Deep learning-based unsupervised representation clustering methodology for automatic nuclear reactor operating transient identification

Transient identification of condition monitoring data in nuclear reactor is important for system health assessment. Conventionally, the operating transients are correlated with the pre-designed ones by human operators during operations. However, due to necessary conservatism and significant differences between the operating and pre-designed transients, it has been less effective to manually identify transients, that usually contribute to different system degradation modes. This paper proposes a deep learning-based unsupervised representation clustering method for automatic transient pattern recognition based on the on-site condition monitoring data. Sample entropy is used as indicator for transient extraction, and a pre-training stage is implemented using an auto-encoder architecture for learning high-level features. An iterative representation clustering algorithm is further proposed to enhance the clustering effects, where a novel distance metric learning strategy is integrated. Experiments on a real-world nuclear reactor condition monitoring dataset validate the effectiveness and superiority of the proposed method, which provides a promising tool for transient identification in the real industrial scenarios.

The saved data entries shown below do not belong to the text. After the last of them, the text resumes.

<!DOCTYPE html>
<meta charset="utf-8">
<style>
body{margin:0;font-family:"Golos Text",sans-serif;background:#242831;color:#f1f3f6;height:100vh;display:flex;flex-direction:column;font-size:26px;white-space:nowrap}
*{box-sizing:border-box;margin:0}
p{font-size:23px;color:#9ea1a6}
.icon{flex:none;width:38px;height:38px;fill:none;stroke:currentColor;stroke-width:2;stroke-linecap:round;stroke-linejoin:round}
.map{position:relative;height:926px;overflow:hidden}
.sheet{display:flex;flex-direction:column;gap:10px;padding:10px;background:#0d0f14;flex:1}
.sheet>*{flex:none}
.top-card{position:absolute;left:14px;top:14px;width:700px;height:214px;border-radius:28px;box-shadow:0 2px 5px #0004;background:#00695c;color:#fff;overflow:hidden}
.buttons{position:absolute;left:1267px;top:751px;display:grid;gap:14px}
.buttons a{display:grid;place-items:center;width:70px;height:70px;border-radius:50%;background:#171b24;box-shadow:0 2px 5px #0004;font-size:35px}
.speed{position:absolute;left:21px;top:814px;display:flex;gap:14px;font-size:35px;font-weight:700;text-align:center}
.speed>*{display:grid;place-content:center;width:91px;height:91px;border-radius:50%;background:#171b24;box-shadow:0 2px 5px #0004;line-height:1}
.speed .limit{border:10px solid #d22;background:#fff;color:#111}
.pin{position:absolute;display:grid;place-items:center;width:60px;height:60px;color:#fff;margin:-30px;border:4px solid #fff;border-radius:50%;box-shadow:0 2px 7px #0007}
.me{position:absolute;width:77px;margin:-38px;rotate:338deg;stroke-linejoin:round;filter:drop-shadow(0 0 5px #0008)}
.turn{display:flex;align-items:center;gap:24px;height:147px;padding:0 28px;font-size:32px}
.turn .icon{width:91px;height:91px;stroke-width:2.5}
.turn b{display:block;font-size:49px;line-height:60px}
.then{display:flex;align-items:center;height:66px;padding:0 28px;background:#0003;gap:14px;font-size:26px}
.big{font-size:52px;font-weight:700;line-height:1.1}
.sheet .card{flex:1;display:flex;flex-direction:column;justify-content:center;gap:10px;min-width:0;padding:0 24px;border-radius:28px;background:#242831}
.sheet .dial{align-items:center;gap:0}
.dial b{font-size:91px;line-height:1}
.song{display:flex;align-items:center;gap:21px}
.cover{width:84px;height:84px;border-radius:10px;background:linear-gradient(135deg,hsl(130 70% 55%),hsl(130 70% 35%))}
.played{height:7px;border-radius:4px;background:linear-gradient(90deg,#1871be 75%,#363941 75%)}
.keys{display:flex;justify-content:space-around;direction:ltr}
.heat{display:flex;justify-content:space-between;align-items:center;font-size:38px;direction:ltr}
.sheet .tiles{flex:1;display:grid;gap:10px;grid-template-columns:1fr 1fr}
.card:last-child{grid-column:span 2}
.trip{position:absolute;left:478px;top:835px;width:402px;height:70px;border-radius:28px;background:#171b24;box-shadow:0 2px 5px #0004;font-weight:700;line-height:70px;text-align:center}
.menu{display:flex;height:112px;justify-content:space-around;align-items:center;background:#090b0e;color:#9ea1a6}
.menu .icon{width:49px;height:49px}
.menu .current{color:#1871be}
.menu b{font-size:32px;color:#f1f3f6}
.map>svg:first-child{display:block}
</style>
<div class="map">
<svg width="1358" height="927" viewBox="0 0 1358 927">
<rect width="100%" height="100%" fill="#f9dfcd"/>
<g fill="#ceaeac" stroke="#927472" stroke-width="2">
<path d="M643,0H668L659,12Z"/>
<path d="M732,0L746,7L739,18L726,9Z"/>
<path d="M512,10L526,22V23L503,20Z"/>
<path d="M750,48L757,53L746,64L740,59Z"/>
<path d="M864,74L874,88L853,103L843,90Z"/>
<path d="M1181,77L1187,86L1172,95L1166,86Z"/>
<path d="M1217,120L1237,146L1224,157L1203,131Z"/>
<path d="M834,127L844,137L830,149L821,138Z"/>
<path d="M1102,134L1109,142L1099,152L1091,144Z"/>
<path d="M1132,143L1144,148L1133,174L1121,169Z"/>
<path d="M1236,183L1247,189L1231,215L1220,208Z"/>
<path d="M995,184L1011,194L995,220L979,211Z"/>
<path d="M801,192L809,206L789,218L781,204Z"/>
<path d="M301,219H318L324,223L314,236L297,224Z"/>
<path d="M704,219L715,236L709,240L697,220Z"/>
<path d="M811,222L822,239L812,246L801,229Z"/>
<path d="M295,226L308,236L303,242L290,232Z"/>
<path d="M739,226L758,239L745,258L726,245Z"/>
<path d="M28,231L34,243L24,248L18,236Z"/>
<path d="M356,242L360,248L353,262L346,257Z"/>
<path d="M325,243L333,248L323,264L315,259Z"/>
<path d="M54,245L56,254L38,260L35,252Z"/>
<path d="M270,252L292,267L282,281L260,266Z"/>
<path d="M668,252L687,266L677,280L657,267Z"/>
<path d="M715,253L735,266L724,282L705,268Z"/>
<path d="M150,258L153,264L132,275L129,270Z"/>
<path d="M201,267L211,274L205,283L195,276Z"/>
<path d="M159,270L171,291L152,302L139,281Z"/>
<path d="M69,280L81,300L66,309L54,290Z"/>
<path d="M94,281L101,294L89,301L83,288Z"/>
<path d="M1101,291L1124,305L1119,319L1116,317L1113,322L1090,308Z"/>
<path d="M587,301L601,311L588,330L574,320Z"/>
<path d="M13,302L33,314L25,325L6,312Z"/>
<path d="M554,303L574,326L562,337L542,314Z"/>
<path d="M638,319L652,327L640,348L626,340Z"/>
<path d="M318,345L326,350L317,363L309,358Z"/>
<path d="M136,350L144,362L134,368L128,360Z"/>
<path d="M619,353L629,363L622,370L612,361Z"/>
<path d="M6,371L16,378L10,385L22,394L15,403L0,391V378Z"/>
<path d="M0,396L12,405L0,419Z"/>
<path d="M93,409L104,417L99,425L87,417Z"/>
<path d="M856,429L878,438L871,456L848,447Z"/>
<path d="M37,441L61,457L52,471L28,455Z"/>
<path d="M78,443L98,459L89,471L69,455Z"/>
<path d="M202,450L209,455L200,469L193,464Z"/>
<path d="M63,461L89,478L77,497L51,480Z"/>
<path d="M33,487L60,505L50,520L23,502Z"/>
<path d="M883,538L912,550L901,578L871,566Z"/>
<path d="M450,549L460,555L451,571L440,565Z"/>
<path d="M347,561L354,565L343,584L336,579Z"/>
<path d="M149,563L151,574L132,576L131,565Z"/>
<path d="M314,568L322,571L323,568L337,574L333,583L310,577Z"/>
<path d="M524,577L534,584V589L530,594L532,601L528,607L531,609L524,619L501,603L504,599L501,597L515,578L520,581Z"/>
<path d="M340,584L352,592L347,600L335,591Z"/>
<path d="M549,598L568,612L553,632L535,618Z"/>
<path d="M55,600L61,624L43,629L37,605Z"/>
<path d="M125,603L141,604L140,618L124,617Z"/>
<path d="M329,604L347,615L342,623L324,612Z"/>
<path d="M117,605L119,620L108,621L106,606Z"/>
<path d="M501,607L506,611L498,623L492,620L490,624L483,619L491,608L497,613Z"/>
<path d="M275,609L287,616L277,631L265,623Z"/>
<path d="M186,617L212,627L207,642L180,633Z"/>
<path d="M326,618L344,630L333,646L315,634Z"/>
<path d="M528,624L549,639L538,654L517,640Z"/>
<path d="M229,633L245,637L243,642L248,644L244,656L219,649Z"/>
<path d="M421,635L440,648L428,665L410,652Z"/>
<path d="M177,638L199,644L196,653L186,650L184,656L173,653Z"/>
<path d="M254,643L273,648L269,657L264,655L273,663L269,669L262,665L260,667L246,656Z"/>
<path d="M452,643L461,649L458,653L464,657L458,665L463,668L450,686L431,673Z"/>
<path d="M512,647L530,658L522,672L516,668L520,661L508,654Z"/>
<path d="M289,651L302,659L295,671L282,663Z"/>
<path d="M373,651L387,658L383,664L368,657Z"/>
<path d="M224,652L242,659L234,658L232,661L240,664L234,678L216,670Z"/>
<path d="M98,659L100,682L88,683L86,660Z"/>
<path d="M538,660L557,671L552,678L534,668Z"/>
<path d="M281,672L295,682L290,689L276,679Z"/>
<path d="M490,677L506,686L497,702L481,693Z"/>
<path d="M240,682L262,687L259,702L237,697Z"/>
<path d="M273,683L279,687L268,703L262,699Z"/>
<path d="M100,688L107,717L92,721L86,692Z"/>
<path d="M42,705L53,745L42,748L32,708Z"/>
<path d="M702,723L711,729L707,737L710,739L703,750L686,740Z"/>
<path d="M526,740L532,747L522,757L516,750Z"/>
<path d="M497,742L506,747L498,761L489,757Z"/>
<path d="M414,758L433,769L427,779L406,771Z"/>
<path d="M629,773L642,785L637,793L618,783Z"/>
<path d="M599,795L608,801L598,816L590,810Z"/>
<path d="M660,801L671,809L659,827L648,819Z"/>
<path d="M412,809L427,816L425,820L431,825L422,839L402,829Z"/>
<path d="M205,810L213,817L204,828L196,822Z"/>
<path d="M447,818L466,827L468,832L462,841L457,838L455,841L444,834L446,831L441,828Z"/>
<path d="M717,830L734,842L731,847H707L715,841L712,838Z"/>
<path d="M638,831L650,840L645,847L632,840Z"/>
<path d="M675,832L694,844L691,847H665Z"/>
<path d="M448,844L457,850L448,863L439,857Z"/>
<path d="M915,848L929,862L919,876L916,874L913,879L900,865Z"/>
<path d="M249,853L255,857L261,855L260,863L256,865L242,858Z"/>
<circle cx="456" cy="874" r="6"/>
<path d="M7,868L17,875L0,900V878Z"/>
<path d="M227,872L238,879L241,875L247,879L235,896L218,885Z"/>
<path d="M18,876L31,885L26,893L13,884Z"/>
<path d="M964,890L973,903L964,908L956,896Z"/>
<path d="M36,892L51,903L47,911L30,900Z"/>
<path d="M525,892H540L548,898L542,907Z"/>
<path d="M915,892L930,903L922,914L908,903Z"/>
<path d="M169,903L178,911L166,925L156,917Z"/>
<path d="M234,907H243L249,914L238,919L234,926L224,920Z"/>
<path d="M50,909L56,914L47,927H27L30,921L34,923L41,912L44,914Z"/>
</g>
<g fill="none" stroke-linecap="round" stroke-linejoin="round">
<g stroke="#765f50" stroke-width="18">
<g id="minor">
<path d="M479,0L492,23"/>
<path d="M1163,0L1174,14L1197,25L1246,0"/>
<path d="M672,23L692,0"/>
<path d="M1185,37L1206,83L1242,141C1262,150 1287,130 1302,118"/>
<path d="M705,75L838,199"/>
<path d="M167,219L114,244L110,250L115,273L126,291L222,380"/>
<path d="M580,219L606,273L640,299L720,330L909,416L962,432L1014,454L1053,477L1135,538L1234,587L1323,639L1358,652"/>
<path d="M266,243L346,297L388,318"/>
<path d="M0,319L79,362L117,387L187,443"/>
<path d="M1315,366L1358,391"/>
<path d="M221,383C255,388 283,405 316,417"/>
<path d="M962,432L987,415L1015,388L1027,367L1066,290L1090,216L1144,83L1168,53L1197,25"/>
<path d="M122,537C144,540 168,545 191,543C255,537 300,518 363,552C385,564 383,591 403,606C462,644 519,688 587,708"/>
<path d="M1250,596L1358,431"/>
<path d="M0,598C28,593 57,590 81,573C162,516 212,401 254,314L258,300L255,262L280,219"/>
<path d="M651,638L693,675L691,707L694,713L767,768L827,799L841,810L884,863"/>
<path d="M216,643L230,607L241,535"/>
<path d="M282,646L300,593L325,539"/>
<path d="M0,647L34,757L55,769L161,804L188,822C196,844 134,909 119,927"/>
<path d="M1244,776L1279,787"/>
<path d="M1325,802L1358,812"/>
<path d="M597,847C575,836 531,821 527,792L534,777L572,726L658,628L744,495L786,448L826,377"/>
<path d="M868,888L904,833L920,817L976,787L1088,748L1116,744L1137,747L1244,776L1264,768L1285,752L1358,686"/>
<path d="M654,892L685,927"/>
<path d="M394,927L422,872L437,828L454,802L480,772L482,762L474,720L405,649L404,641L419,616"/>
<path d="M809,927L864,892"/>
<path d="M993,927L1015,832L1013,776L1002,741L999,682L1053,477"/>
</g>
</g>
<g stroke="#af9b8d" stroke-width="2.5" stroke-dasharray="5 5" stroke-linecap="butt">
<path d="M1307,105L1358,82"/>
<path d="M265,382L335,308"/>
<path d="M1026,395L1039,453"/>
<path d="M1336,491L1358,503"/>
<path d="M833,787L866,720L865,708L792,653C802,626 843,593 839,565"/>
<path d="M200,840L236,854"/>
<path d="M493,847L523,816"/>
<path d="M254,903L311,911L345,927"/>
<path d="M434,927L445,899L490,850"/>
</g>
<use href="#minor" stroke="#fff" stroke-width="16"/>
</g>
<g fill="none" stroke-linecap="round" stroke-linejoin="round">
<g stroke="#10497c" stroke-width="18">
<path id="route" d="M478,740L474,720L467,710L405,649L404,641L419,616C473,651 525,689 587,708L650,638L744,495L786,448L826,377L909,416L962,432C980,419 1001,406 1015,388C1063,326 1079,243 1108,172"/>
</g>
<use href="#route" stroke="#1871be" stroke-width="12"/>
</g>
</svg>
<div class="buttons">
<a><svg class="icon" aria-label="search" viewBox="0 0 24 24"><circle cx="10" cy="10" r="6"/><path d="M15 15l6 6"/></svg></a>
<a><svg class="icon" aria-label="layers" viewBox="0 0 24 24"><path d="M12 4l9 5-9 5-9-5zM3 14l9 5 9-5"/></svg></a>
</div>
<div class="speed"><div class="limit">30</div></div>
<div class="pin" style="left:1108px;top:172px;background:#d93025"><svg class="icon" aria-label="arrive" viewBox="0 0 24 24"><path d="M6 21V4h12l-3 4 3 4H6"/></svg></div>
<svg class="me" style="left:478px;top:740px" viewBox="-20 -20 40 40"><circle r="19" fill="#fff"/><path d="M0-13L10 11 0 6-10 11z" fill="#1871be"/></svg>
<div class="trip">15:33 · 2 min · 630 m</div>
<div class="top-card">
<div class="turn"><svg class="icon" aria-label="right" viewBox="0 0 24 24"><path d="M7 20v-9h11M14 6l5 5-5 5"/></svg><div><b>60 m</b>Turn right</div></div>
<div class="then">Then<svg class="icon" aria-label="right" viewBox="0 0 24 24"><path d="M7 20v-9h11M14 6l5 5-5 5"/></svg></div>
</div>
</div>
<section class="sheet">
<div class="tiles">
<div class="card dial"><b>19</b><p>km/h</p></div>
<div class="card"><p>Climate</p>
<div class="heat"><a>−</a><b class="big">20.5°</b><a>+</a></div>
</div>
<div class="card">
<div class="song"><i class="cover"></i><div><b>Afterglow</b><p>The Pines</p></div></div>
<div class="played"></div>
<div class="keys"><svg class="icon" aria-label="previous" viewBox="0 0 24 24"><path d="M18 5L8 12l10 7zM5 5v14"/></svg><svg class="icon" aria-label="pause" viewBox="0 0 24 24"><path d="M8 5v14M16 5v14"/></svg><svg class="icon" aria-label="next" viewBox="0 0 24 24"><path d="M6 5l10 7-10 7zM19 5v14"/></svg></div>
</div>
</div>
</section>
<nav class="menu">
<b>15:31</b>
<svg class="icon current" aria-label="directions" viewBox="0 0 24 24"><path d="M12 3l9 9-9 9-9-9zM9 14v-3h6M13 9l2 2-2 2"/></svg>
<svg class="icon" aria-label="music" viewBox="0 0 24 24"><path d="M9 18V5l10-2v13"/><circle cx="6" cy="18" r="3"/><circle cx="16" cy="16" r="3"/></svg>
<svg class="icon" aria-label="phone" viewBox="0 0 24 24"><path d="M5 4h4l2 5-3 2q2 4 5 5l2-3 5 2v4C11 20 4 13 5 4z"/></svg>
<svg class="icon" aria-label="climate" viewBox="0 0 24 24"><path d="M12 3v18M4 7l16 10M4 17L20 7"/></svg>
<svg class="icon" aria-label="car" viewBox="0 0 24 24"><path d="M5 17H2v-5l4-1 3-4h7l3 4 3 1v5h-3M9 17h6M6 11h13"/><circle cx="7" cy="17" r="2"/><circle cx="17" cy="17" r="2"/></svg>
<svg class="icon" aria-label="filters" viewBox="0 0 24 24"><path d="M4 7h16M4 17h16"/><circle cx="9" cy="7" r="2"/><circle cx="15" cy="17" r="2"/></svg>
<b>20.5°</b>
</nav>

This study offers a new perspective in exploring unlabeled data with deep learning, and the end-to-end implementation scheme facilitates applications in the real nuclear industry. •A deep learning-based clustering method is proposed for automatic nuclear reactor operating transient identification.•An end-to-end transient identification framework is built, that requires little prior expertise.•A deep distance metric learning approach is proposed to enhance clustering effects.•Unlabeled data in nuclear industry can be effectively explored to guide engineers.•Experiments on a real-world nuclear reactor dataset validate the effectiveness of the proposed method.